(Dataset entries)
■ ■ ■
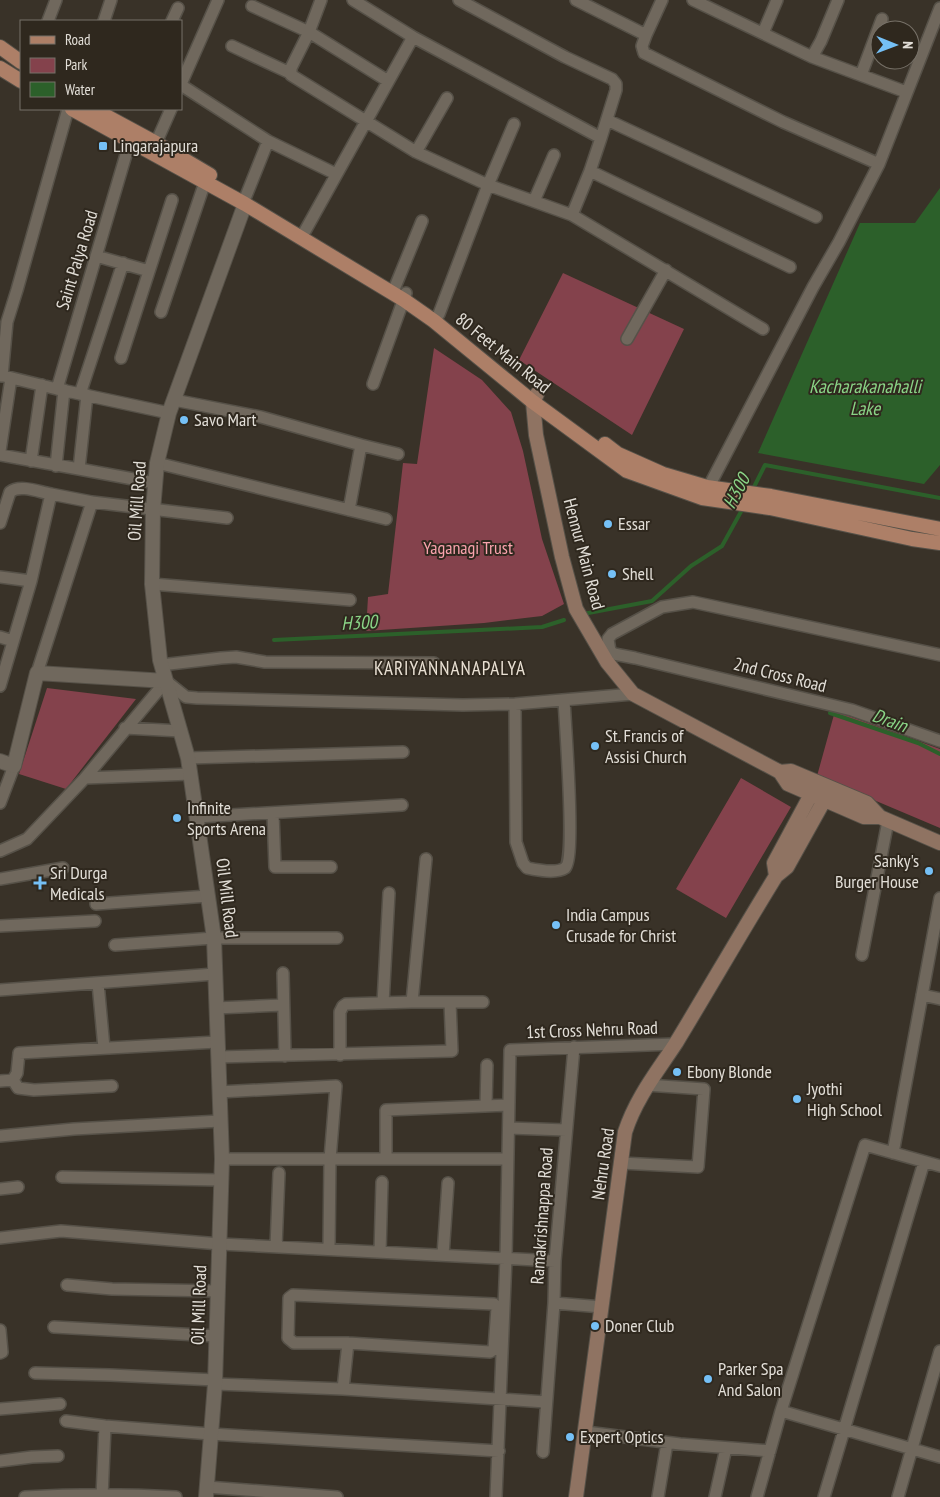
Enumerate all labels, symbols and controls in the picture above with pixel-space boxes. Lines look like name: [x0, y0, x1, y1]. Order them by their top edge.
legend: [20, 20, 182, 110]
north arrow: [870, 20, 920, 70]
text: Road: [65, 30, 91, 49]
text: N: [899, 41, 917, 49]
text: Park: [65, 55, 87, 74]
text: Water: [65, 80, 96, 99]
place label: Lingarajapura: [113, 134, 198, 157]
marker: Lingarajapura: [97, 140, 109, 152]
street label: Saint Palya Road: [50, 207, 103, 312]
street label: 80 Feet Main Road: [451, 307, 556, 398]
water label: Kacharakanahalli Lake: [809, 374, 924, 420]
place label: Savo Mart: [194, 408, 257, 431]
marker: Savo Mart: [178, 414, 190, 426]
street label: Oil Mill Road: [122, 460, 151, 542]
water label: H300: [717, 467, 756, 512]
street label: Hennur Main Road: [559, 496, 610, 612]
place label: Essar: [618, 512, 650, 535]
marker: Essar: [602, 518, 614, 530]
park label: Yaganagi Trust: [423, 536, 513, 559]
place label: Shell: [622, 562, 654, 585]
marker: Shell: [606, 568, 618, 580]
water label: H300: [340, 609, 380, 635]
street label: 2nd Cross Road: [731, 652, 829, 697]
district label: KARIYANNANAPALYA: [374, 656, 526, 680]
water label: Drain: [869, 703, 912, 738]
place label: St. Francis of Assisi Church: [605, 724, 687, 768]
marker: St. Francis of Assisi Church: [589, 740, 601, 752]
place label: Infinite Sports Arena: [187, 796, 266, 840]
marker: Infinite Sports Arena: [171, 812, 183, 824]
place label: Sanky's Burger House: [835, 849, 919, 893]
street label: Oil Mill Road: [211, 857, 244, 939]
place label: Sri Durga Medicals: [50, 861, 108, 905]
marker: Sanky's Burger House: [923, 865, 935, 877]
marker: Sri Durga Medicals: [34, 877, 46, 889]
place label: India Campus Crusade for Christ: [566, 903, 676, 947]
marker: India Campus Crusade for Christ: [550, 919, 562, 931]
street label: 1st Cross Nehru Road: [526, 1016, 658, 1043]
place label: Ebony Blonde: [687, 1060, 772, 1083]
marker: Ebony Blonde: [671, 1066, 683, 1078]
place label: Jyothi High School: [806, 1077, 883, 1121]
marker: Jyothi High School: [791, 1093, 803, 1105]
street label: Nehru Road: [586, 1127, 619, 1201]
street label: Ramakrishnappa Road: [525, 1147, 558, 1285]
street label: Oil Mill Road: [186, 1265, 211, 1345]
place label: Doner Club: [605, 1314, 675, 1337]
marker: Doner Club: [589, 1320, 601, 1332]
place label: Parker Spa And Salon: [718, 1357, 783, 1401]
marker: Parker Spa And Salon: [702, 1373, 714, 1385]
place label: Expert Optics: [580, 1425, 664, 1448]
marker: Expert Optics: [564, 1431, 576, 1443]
■ ■ ■
*EXERCISE DIRECTIONS*.
Your answer must be an exact copy of the records, with every picture left out.

*ANSWER SECTION*.
Enumerate all labels, symbols and controls in the picture above with pixel-space boxes. Lines look like name: [x0, y0, x1, y1]. Order them by their top edge.
legend: [20, 20, 182, 110]
north arrow: [870, 20, 920, 70]
text: Road: [65, 30, 91, 49]
text: N: [899, 41, 917, 49]
text: Park: [65, 55, 87, 74]
text: Water: [65, 80, 96, 99]
place label: Lingarajapura: [113, 134, 198, 157]
marker: Lingarajapura: [97, 140, 109, 152]
street label: Saint Palya Road: [50, 207, 103, 312]
street label: 80 Feet Main Road: [451, 307, 556, 398]
water label: Kacharakanahalli Lake: [809, 374, 924, 420]
place label: Savo Mart: [194, 408, 257, 431]
marker: Savo Mart: [178, 414, 190, 426]
street label: Oil Mill Road: [122, 460, 151, 542]
water label: H300: [717, 467, 756, 512]
street label: Hennur Main Road: [559, 496, 610, 612]
place label: Essar: [618, 512, 650, 535]
marker: Essar: [602, 518, 614, 530]
park label: Yaganagi Trust: [423, 536, 513, 559]
place label: Shell: [622, 562, 654, 585]
marker: Shell: [606, 568, 618, 580]
water label: H300: [340, 609, 380, 635]
street label: 2nd Cross Road: [731, 652, 829, 697]
district label: KARIYANNANAPALYA: [374, 656, 526, 680]
water label: Drain: [869, 703, 912, 738]
place label: St. Francis of Assisi Church: [605, 724, 687, 768]
marker: St. Francis of Assisi Church: [589, 740, 601, 752]
place label: Infinite Sports Arena: [187, 796, 266, 840]
marker: Infinite Sports Arena: [171, 812, 183, 824]
place label: Sanky's Burger House: [835, 849, 919, 893]
street label: Oil Mill Road: [211, 857, 244, 939]
place label: Sri Durga Medicals: [50, 861, 108, 905]
marker: Sanky's Burger House: [923, 865, 935, 877]
marker: Sri Durga Medicals: [34, 877, 46, 889]
place label: India Campus Crusade for Christ: [566, 903, 676, 947]
marker: India Campus Crusade for Christ: [550, 919, 562, 931]
street label: 1st Cross Nehru Road: [526, 1016, 658, 1043]
place label: Ebony Blonde: [687, 1060, 772, 1083]
marker: Ebony Blonde: [671, 1066, 683, 1078]
place label: Jyothi High School: [806, 1077, 883, 1121]
marker: Jyothi High School: [791, 1093, 803, 1105]
street label: Nehru Road: [586, 1127, 619, 1201]
street label: Ramakrishnappa Road: [525, 1147, 558, 1285]
street label: Oil Mill Road: [186, 1265, 211, 1345]
place label: Doner Club: [605, 1314, 675, 1337]
marker: Doner Club: [589, 1320, 601, 1332]
place label: Parker Spa And Salon: [718, 1357, 783, 1401]
marker: Parker Spa And Salon: [702, 1373, 714, 1385]
place label: Expert Optics: [580, 1425, 664, 1448]
marker: Expert Optics: [564, 1431, 576, 1443]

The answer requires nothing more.